**Task objective**
What is needed here is every line of the records that includes "without".

Records from a data source:
┌────────
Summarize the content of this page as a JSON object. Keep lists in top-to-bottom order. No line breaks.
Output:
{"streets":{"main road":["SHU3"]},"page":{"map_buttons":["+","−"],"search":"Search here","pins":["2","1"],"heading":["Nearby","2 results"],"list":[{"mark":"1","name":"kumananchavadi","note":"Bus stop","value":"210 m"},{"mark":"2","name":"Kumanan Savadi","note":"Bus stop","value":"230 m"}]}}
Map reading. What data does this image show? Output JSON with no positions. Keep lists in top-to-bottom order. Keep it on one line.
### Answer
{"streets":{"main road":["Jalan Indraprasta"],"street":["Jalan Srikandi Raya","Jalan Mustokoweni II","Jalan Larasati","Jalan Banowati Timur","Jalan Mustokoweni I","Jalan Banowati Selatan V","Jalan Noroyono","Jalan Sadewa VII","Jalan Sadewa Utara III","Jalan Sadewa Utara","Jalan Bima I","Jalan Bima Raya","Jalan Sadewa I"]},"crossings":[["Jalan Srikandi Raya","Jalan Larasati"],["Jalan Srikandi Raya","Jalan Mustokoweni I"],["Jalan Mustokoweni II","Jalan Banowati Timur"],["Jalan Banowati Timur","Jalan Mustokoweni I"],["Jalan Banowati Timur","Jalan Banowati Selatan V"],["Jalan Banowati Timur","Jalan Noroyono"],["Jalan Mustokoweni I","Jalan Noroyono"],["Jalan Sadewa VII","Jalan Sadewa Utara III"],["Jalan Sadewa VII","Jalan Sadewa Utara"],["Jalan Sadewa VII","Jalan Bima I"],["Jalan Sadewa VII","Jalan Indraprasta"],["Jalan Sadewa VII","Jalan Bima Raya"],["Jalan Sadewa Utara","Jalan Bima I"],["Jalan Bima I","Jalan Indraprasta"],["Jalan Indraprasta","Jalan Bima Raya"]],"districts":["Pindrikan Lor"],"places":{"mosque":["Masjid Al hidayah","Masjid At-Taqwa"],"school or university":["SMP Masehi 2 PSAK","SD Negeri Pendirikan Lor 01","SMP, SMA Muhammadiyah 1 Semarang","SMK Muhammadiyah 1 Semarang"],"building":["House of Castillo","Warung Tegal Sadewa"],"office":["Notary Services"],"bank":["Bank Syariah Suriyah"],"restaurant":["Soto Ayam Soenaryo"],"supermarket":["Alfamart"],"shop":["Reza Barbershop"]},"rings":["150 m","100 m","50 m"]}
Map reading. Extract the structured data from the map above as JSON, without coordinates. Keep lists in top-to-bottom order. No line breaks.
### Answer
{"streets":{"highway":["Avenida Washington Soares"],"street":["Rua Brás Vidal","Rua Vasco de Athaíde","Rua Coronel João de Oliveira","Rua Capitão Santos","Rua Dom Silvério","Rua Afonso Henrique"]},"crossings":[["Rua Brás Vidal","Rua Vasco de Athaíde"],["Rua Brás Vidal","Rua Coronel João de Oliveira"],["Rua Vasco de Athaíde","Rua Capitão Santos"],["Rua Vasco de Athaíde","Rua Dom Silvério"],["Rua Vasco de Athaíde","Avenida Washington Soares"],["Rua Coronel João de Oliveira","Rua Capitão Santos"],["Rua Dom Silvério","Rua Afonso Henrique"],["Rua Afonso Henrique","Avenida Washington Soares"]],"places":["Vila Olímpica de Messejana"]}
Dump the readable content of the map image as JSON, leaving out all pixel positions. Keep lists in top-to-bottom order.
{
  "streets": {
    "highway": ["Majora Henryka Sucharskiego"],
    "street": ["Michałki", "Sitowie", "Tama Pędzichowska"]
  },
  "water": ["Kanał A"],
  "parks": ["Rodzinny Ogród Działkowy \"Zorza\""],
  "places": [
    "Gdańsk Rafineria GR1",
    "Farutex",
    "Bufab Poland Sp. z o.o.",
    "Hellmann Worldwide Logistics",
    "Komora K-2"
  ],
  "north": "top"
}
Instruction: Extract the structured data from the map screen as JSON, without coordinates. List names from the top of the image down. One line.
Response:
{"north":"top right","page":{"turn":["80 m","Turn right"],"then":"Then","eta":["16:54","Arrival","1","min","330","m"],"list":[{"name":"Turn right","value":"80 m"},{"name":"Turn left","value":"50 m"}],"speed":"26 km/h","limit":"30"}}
└────────
**Your response**
Map reading. Extract the structured data from the map above as JSON, without coordinates. Keep lists in top-to-bottom order. No line breaks.
Instruction: Extract the structured data from the map screen as JSON, without coordinates. List names from the top of the image down. One line.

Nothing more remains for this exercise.